Jihad takes place at the individual level in a struggle to purify the heart and avoid wrongdoing whilst living by the tenets of God’s revelation. It is also performed at the communal level, where Muslims support one another in promoting and maintaining God’s religion. On the other hand it can also literally mean the defence of the faith: an armed struggle against those who threaten Islam’s existence or prevent a Muslim from worshipping in the described faith. Also the struggle for justice and compassion will be included in this. But it is here that the borders between the two become blur.

 

The promotion of Islam

 

It is the mission of the Muslim community to spread and to promote the final revelation (Islam) to every human being, Muslim as well as non-Muslim. In most parts of the world the invitation (da’wa) is directed to fellow-Muslims to bring them back to the faith. For radical movements da’wa is framed within a particular context in which Muslims are seen as fallen away from the ideal practice from their religion and are called back to a purer form. Radical leaders see that they have to take over the leadership of the world once again, which rightfully belongs to the people true to revelation.

 

Political Islam

 

Colonialism in the 18th-19th Century altered the Muslim relationship with Europe and set the stage for considerable self-scrutiny. Basic to the process of internal reform and the revival of Islam was the doubt created by the inability of the Muslim world to deal with the superiority in education, science and technology and the question as to why Allah would allow His final community to decline and be defeated by the ancient rival of Christian Europe. Some called for Jihad over the colonisers but failed. It was only after the independence that was called for an Islamic state.

The new revivalist movements with their anti-West rhetoric distinguish rarely Western secularism from Christianity. Thus the idea of an Islamic movement came about: a righteous minority afloat in a sea of godlessness with an imperative to create Islamic government. Jihad was the only way to destroy authoritarian regimes and reform the Muslim world in a last battle against the forces that denied God’s role as law giver and sovereign. Initially the West was not the target, but Muslim society, calling for a new Caliphate, reasserting an ideal of a united Umma that displaced the western concept of nation.

 

Violent Jihad

 

The idea of ‘Holy War’ is not a Muslim concept, but a very loose translation of Jihad, borrowing on the Christian concept of ‘crusade’. Muslims, however, can legitimately turn to violence for the defence of religion. It also can move to the offensive in certain circumstances (a type of pre-emptive strike). Only then war is morally justified.

 

Spiritual Jihad

 

Even as the lesser Jihad (armed struggle) can be necessary, of more importance and a duty of Muslims is the great Jihad. This is the spiritual struggle against the forces of ego, the preoccupation with our own selves and our own desires. After all, it was the original act of the devil’s refusal to bow at Allah’s command. It is the devil within that needs to be juxtapositioned with the Qur’an’s affirmation that “Allah is closer to the human being as the jugular’s vein”.

 

Conclusion

 

It might be difficult for the Western world to understand the violence that can erupt from some Jihadist groups, but they operate in their terms within the paradigm of a defensive war. It is the struggle against evil in the self and the evil in the society.

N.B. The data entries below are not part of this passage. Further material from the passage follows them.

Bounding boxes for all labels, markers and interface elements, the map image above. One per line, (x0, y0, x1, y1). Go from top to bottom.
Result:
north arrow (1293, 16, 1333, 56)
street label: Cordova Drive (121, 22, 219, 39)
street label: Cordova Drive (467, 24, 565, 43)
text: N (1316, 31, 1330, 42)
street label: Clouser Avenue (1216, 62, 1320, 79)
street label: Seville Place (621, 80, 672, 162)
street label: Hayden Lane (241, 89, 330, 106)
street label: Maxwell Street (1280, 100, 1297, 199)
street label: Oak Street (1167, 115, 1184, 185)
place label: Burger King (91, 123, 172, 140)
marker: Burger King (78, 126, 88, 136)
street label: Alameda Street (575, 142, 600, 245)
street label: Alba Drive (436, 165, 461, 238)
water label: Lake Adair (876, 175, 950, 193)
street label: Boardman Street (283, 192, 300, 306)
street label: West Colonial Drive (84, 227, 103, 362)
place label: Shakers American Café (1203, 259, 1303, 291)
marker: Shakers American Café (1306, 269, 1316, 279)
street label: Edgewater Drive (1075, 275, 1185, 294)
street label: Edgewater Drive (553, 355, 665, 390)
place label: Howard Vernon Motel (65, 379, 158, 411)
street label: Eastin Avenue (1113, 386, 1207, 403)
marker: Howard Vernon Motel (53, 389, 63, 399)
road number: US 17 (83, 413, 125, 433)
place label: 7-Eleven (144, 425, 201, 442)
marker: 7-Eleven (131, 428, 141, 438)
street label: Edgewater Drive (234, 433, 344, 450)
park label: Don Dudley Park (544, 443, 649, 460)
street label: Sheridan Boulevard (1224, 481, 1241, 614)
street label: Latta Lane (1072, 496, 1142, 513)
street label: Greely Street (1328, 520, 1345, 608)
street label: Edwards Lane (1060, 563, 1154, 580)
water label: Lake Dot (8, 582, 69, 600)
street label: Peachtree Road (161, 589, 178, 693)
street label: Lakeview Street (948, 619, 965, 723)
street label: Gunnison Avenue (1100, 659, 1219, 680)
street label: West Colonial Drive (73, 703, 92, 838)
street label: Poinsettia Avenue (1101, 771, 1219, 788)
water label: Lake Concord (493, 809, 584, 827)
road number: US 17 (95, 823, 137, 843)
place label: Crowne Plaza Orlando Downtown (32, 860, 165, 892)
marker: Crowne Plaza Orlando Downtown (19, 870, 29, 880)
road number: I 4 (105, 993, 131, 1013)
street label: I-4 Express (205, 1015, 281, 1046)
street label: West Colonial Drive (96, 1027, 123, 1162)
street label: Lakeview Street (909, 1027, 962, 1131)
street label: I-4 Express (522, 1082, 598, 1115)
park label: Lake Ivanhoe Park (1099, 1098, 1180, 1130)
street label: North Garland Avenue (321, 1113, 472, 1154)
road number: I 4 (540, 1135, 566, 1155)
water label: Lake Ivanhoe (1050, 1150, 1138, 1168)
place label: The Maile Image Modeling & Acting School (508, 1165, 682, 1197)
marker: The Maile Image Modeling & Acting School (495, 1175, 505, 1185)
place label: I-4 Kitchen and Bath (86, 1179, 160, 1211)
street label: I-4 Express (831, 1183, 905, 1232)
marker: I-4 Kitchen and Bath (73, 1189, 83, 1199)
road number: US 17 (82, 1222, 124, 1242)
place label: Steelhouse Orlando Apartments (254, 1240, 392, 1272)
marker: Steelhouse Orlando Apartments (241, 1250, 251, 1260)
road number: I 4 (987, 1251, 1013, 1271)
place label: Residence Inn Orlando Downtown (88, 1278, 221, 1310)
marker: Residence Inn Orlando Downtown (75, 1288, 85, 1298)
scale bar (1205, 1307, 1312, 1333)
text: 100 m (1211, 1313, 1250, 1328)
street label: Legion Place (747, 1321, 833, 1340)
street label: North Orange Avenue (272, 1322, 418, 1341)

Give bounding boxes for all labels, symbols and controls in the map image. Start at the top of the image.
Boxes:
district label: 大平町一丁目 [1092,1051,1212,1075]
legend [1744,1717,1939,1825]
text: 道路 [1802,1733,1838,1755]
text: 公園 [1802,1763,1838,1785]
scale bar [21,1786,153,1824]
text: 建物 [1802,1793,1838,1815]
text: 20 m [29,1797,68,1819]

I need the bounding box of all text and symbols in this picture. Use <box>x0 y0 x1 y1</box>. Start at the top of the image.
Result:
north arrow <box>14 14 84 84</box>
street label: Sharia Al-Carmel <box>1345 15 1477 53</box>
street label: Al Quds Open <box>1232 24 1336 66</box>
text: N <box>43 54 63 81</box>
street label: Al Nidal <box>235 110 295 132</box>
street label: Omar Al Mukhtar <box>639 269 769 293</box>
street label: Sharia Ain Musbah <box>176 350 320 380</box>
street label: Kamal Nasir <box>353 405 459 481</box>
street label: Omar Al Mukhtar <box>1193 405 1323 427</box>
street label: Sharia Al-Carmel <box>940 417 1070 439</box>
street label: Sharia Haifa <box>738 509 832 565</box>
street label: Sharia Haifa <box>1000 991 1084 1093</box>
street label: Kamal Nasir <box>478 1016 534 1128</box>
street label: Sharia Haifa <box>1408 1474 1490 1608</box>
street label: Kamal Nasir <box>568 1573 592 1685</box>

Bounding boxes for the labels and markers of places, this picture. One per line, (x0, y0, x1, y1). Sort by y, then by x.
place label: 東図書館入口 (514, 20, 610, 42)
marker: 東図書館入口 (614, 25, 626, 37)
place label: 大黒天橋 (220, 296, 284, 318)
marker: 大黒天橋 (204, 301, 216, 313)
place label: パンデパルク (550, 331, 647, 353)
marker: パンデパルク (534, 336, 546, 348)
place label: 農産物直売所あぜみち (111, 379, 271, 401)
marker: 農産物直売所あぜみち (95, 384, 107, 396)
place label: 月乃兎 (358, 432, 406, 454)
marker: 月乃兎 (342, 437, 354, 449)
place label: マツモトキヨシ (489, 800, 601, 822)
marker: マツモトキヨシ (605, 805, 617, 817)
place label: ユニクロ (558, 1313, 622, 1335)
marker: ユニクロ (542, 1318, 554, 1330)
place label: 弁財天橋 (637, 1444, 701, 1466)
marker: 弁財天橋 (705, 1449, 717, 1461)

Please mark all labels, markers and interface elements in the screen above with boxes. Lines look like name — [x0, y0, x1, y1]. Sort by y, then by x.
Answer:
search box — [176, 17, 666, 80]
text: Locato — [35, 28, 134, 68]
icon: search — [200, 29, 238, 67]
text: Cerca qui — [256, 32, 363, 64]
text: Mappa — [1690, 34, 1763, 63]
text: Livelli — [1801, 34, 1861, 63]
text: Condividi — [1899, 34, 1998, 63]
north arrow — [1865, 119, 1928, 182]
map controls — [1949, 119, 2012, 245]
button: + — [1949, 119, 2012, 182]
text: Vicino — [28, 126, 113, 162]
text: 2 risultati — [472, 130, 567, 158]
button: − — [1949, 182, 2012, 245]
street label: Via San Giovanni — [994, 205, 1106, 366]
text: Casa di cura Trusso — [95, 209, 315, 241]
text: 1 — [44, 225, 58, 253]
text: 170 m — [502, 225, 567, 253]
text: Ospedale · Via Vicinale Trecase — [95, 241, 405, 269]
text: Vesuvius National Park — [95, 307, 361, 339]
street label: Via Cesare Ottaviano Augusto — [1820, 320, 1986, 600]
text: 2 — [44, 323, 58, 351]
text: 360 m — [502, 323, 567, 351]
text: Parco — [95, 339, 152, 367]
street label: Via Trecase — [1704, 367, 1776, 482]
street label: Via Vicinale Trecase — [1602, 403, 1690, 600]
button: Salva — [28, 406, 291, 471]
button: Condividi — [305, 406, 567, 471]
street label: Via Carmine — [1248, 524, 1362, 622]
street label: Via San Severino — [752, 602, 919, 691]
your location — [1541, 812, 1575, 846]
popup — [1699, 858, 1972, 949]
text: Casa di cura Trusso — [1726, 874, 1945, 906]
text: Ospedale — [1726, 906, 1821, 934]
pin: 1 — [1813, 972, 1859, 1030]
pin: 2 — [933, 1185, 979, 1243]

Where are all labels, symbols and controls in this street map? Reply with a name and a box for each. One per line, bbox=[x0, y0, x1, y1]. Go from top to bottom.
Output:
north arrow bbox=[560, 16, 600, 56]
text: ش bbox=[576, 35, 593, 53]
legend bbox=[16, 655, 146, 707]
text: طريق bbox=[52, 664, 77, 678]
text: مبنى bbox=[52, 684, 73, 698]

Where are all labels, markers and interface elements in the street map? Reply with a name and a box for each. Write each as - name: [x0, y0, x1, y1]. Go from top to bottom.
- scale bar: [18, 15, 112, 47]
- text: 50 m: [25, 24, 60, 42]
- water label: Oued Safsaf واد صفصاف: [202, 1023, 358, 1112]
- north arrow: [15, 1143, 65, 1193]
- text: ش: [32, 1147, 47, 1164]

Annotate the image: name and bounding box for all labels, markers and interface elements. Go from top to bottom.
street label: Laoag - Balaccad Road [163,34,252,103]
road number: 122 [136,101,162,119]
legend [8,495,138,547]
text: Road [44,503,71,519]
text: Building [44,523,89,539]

                                                         

 

Muslim fundamentalism: A misnomer or the heart of the faith?

 

Some questions will be asked here: “Is it useful to label such movements as ‘Fundamentalist’? Is the category ‘Fundamentalism’ in any sense within the context of Islam? To what degree is so-called Muslim fundamentalism unique to the religion or part of a universal religious response to globalisation of secularisation or corporate consumer capitalism?”

 

Defining fundamentalism

 

If we have to define it we have to move beyond the popular usage of the term by the public and the media where it is used for some types of religion seen as anti-modern, traditionalist, intolerant and reactionary.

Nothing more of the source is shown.